*** Extracted information Section Begins ***

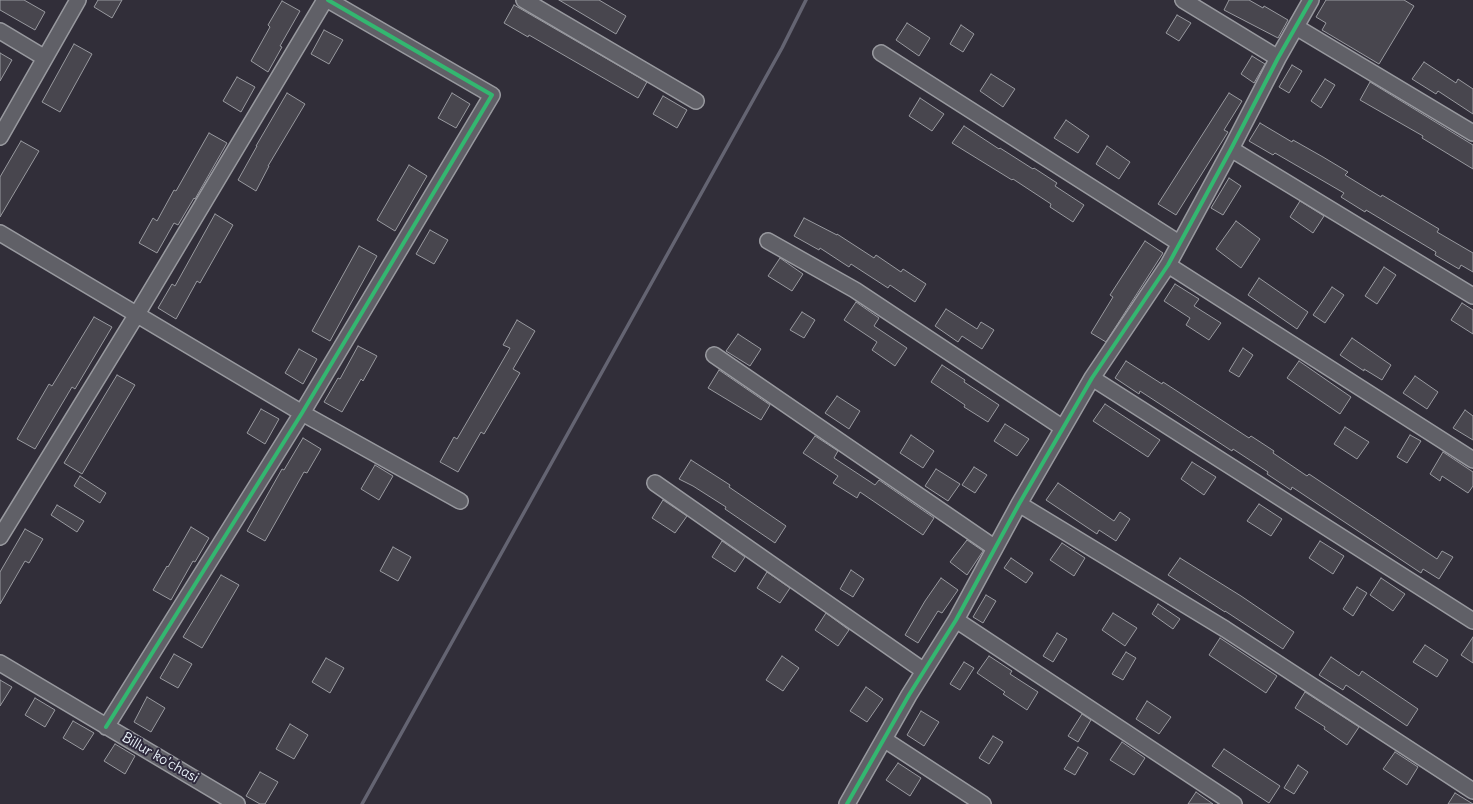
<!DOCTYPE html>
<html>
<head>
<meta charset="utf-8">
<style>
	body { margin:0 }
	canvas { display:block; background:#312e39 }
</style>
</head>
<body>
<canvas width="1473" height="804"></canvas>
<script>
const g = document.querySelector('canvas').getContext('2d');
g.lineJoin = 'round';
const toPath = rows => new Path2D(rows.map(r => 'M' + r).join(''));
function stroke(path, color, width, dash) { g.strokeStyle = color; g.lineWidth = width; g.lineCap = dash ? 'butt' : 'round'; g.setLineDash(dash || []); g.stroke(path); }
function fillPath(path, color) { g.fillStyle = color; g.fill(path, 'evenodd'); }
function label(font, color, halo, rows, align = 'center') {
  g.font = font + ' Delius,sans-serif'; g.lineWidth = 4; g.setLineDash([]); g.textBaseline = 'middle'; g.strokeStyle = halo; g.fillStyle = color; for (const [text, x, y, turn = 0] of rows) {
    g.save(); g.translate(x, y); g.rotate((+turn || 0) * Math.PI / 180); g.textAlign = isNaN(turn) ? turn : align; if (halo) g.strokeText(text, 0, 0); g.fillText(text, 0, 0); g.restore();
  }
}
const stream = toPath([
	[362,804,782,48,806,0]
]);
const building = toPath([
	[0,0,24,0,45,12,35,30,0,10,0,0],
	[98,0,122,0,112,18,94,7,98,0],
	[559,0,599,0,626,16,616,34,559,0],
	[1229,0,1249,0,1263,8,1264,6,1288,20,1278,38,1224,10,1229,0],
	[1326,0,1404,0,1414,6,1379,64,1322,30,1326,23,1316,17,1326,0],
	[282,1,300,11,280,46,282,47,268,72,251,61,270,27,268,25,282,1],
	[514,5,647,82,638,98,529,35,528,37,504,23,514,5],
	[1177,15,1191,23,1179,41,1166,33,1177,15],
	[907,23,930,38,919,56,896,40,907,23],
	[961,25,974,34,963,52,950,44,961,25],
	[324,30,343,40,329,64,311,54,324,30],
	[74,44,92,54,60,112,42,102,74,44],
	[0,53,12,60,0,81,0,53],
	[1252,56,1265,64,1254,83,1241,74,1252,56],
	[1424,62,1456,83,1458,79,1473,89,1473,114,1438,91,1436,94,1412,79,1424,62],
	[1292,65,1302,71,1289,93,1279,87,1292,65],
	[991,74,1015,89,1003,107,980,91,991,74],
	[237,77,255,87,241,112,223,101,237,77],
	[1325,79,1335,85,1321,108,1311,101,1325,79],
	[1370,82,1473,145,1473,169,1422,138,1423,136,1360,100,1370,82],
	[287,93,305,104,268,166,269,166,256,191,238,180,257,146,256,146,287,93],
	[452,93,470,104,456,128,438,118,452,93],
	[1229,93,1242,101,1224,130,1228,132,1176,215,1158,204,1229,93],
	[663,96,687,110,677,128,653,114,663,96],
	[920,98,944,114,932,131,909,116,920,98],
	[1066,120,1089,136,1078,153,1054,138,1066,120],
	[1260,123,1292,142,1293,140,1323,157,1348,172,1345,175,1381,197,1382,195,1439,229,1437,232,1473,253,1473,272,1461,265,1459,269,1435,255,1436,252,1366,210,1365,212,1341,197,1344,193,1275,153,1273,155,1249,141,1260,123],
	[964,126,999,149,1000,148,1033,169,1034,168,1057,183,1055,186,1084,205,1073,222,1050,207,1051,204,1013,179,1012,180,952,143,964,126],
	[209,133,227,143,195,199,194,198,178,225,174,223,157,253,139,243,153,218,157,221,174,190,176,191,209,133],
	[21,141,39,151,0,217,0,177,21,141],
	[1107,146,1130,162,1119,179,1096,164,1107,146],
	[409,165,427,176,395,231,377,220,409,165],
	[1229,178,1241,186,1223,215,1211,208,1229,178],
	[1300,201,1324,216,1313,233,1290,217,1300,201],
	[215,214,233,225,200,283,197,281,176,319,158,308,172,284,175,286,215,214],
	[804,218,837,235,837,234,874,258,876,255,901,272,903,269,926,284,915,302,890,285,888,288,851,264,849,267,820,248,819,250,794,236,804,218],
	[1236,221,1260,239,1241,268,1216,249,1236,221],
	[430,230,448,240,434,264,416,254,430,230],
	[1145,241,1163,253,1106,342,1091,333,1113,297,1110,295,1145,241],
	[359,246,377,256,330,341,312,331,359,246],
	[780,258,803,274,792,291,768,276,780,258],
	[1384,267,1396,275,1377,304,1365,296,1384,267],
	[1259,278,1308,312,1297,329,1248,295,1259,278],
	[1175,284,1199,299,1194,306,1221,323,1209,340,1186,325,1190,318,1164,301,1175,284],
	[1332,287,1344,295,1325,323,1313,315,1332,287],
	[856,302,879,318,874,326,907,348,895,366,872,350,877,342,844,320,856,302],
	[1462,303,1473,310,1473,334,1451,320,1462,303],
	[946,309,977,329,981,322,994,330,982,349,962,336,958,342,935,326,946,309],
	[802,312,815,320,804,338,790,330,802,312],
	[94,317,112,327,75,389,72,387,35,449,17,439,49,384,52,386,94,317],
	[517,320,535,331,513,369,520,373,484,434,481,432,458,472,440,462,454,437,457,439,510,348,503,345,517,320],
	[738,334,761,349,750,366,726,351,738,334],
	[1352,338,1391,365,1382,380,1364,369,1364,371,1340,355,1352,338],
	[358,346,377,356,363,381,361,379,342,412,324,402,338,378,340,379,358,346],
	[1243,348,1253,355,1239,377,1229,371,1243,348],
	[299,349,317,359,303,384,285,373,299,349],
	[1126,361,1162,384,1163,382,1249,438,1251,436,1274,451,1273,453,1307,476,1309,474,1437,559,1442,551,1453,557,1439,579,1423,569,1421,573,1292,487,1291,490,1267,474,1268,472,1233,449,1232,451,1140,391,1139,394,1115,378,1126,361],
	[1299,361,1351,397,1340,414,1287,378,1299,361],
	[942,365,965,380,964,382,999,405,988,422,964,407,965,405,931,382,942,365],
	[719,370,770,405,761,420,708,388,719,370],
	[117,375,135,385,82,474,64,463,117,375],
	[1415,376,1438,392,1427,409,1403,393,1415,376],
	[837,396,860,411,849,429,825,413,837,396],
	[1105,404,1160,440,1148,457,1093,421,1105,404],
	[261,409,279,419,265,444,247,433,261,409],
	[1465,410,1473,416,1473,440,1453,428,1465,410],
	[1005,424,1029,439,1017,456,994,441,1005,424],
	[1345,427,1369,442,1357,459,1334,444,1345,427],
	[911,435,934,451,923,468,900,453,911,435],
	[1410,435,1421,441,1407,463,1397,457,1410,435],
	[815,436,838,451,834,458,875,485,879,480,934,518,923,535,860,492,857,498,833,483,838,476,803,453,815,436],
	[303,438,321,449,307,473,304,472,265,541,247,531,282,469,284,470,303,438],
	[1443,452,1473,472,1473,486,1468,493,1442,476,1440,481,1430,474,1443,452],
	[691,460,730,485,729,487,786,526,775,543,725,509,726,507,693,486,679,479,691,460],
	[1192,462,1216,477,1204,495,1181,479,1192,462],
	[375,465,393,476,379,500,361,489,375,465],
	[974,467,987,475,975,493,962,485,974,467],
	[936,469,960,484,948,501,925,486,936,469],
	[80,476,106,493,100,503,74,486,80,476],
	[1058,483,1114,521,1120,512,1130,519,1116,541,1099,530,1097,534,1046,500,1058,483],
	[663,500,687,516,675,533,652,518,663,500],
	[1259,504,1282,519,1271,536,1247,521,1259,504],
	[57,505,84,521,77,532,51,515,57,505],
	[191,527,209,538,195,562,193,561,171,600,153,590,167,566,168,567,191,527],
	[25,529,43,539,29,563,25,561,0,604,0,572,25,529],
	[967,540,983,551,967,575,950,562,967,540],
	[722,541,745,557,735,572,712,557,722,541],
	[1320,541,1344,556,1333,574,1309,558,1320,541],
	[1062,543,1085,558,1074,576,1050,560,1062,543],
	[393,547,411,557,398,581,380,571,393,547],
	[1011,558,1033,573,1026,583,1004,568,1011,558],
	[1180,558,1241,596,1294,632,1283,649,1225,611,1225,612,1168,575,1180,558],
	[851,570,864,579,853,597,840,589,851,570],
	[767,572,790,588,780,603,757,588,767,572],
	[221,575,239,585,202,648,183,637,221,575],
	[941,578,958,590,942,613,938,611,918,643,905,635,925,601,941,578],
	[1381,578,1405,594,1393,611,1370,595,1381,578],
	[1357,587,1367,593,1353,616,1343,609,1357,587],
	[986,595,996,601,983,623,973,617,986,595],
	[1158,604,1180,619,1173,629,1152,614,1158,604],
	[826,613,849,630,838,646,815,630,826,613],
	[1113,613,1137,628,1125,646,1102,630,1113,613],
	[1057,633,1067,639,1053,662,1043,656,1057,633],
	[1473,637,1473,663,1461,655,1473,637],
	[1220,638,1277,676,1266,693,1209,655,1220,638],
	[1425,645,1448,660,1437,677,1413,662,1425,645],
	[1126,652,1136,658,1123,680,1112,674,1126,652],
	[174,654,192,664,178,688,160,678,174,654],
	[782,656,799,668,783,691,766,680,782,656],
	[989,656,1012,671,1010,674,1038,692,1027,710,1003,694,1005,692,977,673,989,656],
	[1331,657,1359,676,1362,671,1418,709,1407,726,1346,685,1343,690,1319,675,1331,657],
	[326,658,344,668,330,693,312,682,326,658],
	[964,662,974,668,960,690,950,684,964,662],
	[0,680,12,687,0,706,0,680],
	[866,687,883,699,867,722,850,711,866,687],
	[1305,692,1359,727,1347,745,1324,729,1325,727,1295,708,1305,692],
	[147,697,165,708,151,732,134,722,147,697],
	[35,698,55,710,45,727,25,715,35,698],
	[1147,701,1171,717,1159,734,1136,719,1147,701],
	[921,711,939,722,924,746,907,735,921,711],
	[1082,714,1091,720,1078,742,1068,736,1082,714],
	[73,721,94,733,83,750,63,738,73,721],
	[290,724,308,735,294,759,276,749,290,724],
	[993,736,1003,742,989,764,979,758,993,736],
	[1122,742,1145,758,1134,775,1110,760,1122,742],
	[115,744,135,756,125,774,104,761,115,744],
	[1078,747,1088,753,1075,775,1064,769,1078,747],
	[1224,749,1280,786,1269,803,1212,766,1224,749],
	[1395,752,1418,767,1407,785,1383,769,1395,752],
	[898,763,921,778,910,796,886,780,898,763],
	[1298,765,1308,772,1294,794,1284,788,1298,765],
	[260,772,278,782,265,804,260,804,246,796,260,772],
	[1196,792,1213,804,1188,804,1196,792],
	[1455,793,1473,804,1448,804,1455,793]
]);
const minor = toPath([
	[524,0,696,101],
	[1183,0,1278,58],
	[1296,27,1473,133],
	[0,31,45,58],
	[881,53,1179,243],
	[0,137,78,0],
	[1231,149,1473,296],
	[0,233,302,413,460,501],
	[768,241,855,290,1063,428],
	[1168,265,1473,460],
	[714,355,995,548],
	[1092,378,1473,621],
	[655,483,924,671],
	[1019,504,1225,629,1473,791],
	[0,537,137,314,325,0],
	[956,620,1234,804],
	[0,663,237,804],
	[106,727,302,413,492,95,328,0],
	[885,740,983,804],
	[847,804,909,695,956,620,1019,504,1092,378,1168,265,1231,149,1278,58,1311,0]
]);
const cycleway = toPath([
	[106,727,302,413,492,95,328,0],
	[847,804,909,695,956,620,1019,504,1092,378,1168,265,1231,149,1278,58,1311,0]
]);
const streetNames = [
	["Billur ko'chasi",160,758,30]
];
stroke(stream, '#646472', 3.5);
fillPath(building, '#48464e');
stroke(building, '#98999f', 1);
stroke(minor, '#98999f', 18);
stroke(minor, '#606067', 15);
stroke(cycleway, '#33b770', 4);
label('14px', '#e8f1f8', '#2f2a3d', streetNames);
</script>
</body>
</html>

*** Extracted information Section Ends ***

Problem details: Look through the entries above, and wherever a line holds the string "turn", copy it.

Answer:
  g.font = font + ' Delius,sans-serif'; g.lineWidth = 4; g.setLineDash([]); g.textBaseline = 'middle'; g.strokeStyle = halo; g.fillStyle = color; for (const [text, x, y, turn = 0] of rows) {
    g.save(); g.translate(x, y); g.rotate((+turn || 0) * Math.PI / 180); g.textAlign = isNaN(turn) ? turn : align; if (halo) g.strokeText(text, 0, 0); g.fillText(text, 0, 0); g.restore();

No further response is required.